• Aim of the task: For this exercise, copy each line of the records that contains the word "grid".

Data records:
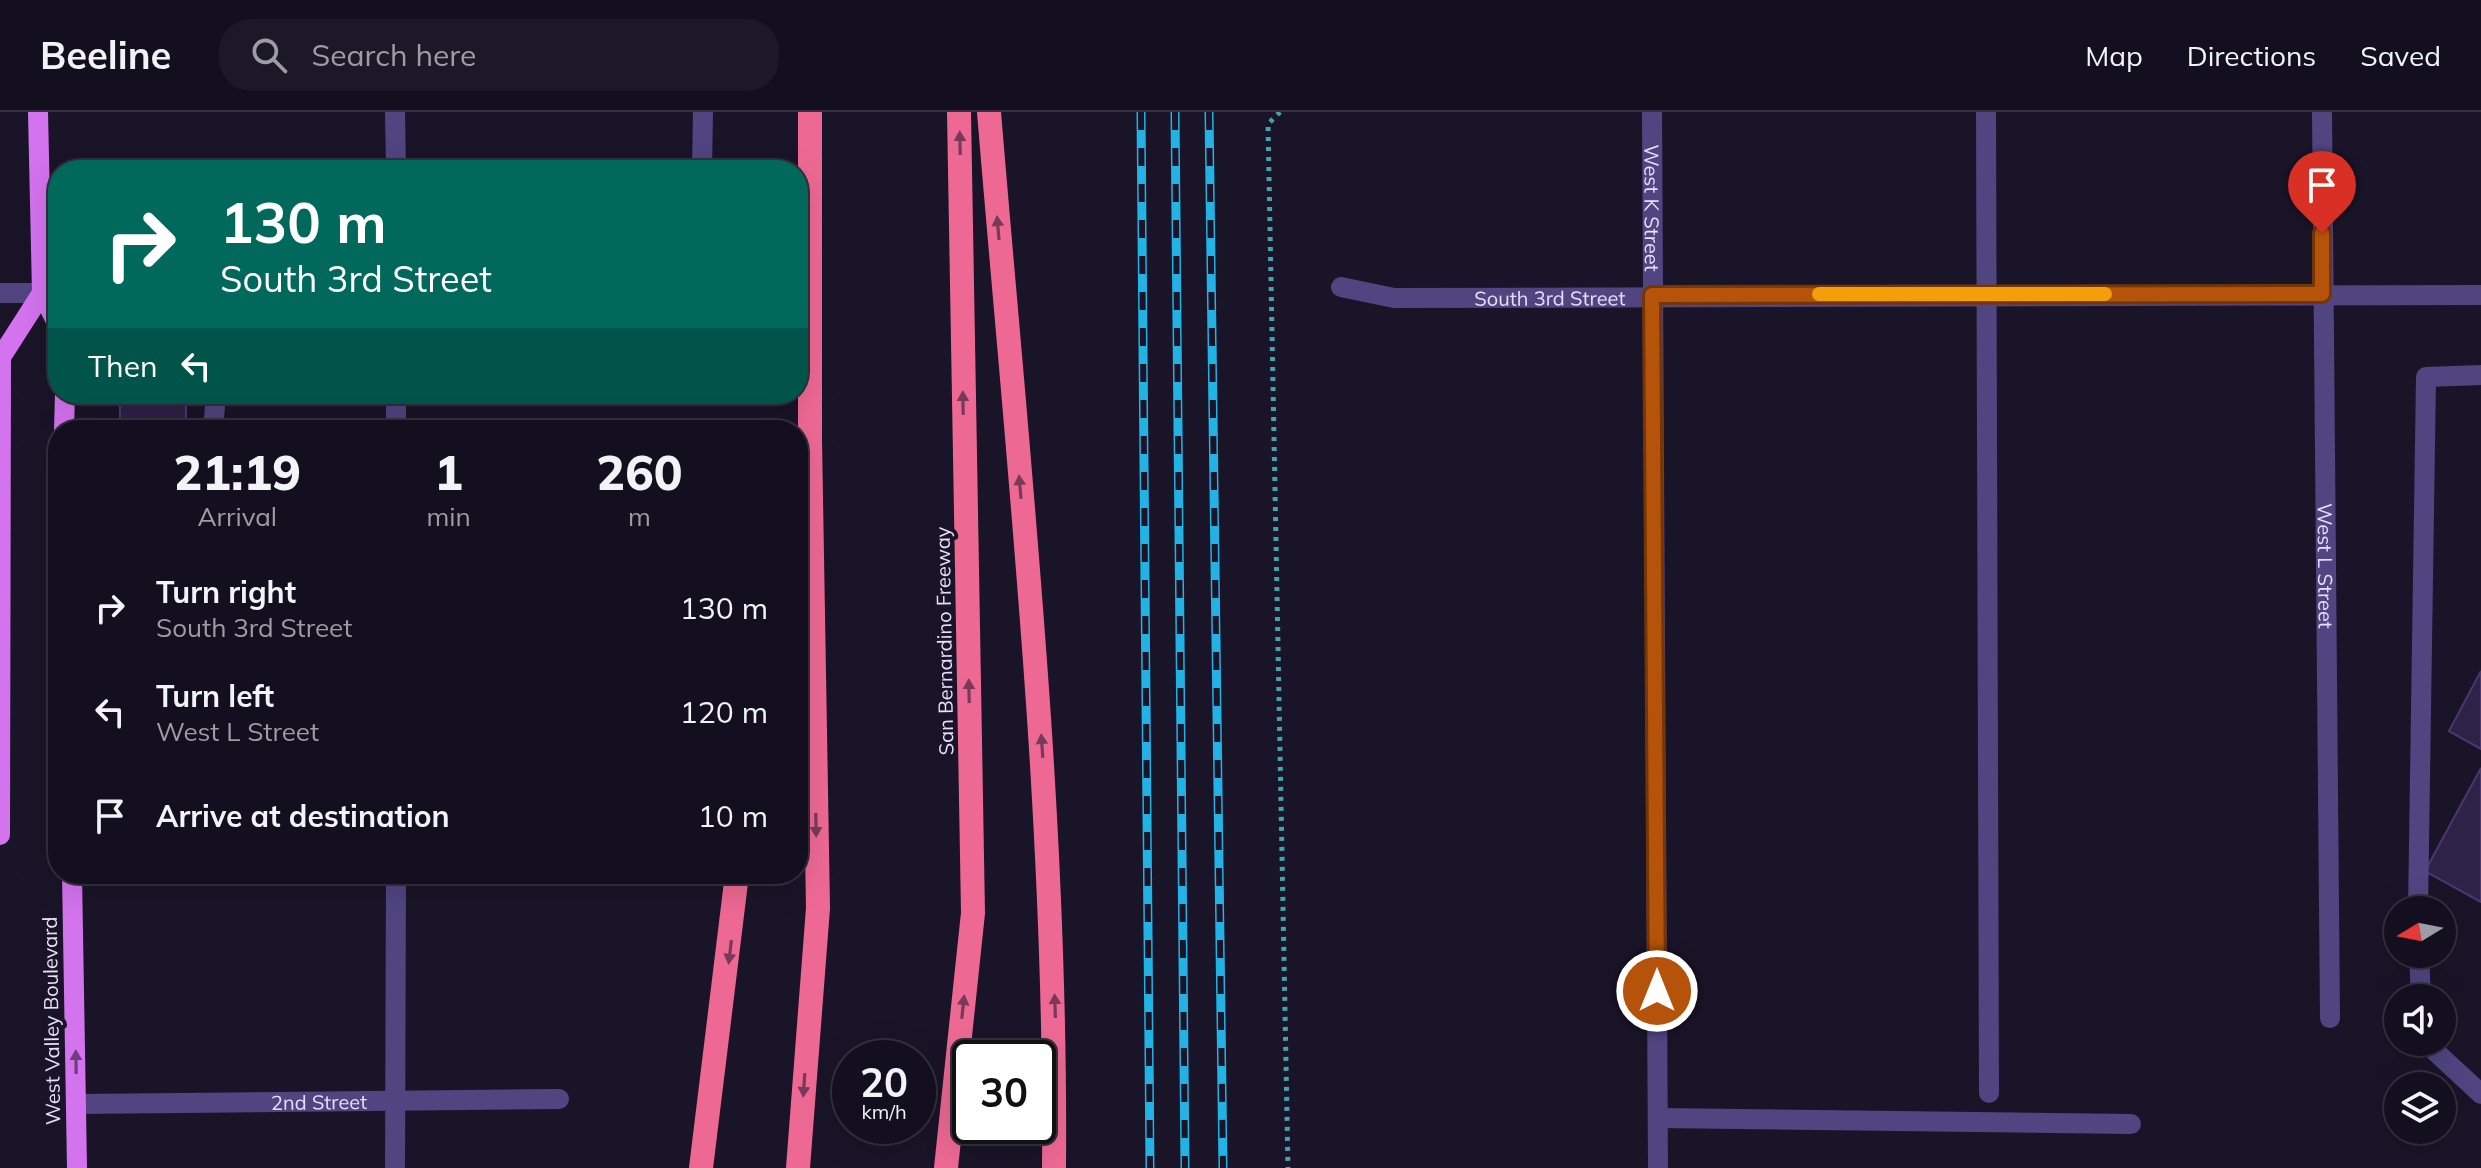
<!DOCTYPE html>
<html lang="en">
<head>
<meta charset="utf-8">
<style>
	:root { --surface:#140f1e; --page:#1d1827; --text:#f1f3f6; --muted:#9d9ca4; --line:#332f3c }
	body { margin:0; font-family:Mulish,sans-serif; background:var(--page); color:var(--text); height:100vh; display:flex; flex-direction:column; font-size:30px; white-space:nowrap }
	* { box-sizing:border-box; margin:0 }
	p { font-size:26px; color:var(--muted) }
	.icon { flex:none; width:44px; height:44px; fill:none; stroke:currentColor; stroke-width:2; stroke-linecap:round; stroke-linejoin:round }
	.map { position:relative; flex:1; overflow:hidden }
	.sheet { position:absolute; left:48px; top:308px; width:760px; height:464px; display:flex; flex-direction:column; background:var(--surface); border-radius:32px; box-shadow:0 8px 32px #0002,0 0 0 2px var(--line) }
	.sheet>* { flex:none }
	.banner { position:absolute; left:48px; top:48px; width:760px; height:244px; border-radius:32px; box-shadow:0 8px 32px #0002,0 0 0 2px var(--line); background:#00695c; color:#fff; overflow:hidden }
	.needle { width:52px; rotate:260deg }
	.tools { position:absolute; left:2384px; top:784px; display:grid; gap:16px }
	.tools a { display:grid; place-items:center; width:72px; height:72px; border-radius:50%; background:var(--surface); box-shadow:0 8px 32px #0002,0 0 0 2px var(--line); font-size:40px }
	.speed { position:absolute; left:832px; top:928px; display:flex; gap:16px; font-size:40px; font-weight:700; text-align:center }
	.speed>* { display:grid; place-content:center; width:104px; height:104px; border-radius:50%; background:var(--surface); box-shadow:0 8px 32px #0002,0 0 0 2px var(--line); line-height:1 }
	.speed small { font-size:20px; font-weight:400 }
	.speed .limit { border:4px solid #111; border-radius:12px; background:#fff; color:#111 }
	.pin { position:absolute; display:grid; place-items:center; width:68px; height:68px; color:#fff; margin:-82px -34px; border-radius:50% 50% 50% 0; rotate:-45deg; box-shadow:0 0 8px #0007 }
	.pin .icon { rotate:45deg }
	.me { position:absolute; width:88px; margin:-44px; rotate:0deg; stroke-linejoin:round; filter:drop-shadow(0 0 6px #0008) }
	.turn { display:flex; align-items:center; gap:28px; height:168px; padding:0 40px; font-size:36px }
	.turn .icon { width:104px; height:104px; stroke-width:2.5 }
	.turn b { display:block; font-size:56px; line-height:68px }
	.then { display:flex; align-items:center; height:76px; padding:0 40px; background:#0003; gap:16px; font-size:30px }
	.eta { display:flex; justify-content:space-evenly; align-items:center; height:136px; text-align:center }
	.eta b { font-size:48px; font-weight:800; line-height:56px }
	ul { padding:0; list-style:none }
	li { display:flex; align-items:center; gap:24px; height:104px; padding:0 40px }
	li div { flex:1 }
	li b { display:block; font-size:30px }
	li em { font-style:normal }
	header { display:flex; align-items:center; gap:48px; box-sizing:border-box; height:112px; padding:0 40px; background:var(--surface); border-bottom:2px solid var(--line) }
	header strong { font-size:38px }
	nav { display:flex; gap:44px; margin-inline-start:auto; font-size:28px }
	.search { width:560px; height:72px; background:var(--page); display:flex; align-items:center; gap:20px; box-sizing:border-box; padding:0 28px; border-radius:32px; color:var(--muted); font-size:30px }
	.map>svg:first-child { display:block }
	.building { fill:#2f2247; stroke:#4b3770; stroke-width:2 }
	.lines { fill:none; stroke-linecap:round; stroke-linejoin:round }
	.path { stroke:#40a4ae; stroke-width:5; stroke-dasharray:4 6; stroke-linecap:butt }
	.minor { stroke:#504581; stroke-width:20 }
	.major { stroke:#d373ee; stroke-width:20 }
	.highway { stroke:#ed6994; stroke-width:24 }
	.rail-casing { stroke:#22b3e4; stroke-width:9 }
	.rail { stroke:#1a1428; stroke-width:6; stroke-dasharray:18; stroke-linecap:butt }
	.oneway { fill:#793a59 }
	.oneway2 { fill:#6d3f81 }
	.route-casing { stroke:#753606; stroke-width:20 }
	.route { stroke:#b45309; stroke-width:14 }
	.slow { stroke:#f59e0b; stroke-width:14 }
	.labels { text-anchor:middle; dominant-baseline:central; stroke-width:8; stroke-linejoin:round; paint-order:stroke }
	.street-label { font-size:20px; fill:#e7dffb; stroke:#1a1428 }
</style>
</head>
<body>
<header>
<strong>Beeline</strong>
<div class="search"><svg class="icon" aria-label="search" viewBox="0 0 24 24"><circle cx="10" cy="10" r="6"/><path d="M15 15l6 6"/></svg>Search here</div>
<nav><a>Map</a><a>Directions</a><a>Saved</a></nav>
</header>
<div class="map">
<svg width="2481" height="1056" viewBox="0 0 2481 1056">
	<rect width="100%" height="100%" fill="#1a1428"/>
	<path class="building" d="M 120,282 L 186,282 L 186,318 L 120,318 Z
		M 2481,559 L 2481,637 L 2449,619 Z
		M 2481,656 L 2481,790 L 2425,759 Z"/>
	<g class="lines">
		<path class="path" d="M 1280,0 L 1268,12 L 1288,1056"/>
		<g class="minor">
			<path d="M 395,0 L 396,58"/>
			<path id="s1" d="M 1652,0 L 1658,1056"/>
			<path d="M 1986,0 L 1989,981"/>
			<path id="s2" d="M 2322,0 L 2330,906"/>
			<path d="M 702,58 L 703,0"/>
			<path id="s3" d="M 1341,175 L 1394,186 L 2481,183"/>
			<path d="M 0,181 L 58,181"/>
			<path d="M 213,318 L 216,282"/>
			<path d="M 396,318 L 396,282"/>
			<path d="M 2418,798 L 2426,265 L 2481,263"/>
			<path d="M 2419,842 L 2421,886"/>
			<path d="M 2425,930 L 2481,982"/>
			<path id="s4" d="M 77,992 L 559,987"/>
			<path d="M 1658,1006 L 2131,1012"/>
			<path d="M 395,1056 L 396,762"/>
		</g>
		<path class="major" d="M 38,0 L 42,181 L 58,213
			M 64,318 L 65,282
			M 0,723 L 1,245 L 42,181
			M 72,762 L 77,1056"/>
		<path class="highway" d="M 989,0 C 1018,352 1057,703 1054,1056
			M 701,1056 L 737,762
			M 798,1056 L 818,796 L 810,327 L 810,0
			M 946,1056 L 973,801 L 959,0"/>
		<defs>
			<path id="rail" d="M 1141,0 L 1150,1056
				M 1175,0 L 1185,1056
				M 1209,0 L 1223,1056"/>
		</defs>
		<use href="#rail" class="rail-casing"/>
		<use href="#rail" class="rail"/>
	</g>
	<defs><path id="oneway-solid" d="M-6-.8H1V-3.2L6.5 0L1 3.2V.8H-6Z" transform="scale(2)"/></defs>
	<g class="oneway">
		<use href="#oneway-solid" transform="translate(960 31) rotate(-91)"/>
		<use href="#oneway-solid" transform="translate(998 116) rotate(-95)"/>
		<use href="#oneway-solid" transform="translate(963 291) rotate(-91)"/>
		<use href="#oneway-solid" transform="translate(1020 375) rotate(-95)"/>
		<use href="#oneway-solid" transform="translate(969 579) rotate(-91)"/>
		<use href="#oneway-solid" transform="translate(1042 634) rotate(-94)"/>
		<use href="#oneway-solid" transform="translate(816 713) rotate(89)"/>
		<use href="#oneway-solid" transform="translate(730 840) rotate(97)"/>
		<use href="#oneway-solid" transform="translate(1055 894) rotate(-92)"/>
		<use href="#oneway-solid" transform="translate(963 895) rotate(-84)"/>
		<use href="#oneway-solid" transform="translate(804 973) rotate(94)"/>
	</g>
	<use class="oneway2" href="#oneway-solid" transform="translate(76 950) rotate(-91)"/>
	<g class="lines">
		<defs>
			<path id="route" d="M 1657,879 L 1652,183 L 2322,182 L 2322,121"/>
		</defs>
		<use href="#route" class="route-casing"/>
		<use href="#route" class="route"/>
		<path class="slow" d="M 1819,182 L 2105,182"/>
	</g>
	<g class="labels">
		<g class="street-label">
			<text stroke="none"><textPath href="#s1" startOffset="96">West K Street</textPath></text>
			<text stroke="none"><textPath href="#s3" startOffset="210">South 3rd Street</textPath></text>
			<text stroke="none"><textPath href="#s2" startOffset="454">West L Street</textPath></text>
			<text transform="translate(944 529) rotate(-91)">San Bernardino Freeway</text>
			<text transform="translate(51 909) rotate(-91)">West Valley Boulevard</text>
			<text stroke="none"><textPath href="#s4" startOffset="242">2nd Street</textPath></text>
		</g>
	</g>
</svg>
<div class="tools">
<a><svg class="needle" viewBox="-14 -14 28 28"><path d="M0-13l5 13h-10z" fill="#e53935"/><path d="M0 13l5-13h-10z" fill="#9d9ca4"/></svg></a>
<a><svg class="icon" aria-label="sound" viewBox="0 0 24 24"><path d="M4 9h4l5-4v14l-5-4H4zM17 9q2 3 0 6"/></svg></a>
<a><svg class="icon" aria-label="layers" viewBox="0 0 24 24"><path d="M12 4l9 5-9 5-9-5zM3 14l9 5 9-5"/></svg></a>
</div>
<div class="speed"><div>20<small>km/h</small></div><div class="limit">30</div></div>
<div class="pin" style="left:2322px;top:121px;background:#d93025"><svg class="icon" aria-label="arrive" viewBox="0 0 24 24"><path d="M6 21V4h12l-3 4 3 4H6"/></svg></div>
<svg class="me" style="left:1657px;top:879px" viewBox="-20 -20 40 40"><circle r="17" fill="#b45309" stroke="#fff" stroke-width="3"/><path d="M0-11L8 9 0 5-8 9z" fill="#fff"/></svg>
<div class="banner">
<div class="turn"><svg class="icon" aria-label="right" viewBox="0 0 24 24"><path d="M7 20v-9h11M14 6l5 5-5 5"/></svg><div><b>130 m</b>South 3rd Street</div></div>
<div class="then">Then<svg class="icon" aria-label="left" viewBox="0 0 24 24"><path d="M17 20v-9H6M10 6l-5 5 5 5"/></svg></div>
</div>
<section class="sheet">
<div class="eta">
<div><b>21:19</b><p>Arrival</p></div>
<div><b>1</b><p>min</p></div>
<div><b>260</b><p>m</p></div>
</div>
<ul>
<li><svg class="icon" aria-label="right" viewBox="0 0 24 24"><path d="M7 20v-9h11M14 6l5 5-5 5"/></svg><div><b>Turn right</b><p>South 3rd Street</p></div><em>130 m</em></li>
<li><svg class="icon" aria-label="left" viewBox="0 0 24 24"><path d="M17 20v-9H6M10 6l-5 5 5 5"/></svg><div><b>Turn left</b><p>West L Street</p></div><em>120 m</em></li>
<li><svg class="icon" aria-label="arrive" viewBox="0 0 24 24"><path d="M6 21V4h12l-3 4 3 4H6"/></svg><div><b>Arrive at destination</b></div><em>10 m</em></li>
</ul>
</section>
</div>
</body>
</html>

• Result for this task:
	.tools { position:absolute; left:2384px; top:784px; display:grid; gap:16px }
	.tools a { display:grid; place-items:center; width:72px; height:72px; border-radius:50%; background:var(--surface); box-shadow:0 8px 32px #0002,0 0 0 2px var(--line); font-size:40px }
	.speed>* { display:grid; place-content:center; width:104px; height:104px; border-radius:50%; background:var(--surface); box-shadow:0 8px 32px #0002,0 0 0 2px var(--line); line-height:1 }
	.pin { position:absolute; display:grid; place-items:center; width:68px; height:68px; color:#fff; margin:-82px -34px; border-radius:50% 50% 50% 0; rotate:-45deg; box-shadow:0 0 8px #0007 }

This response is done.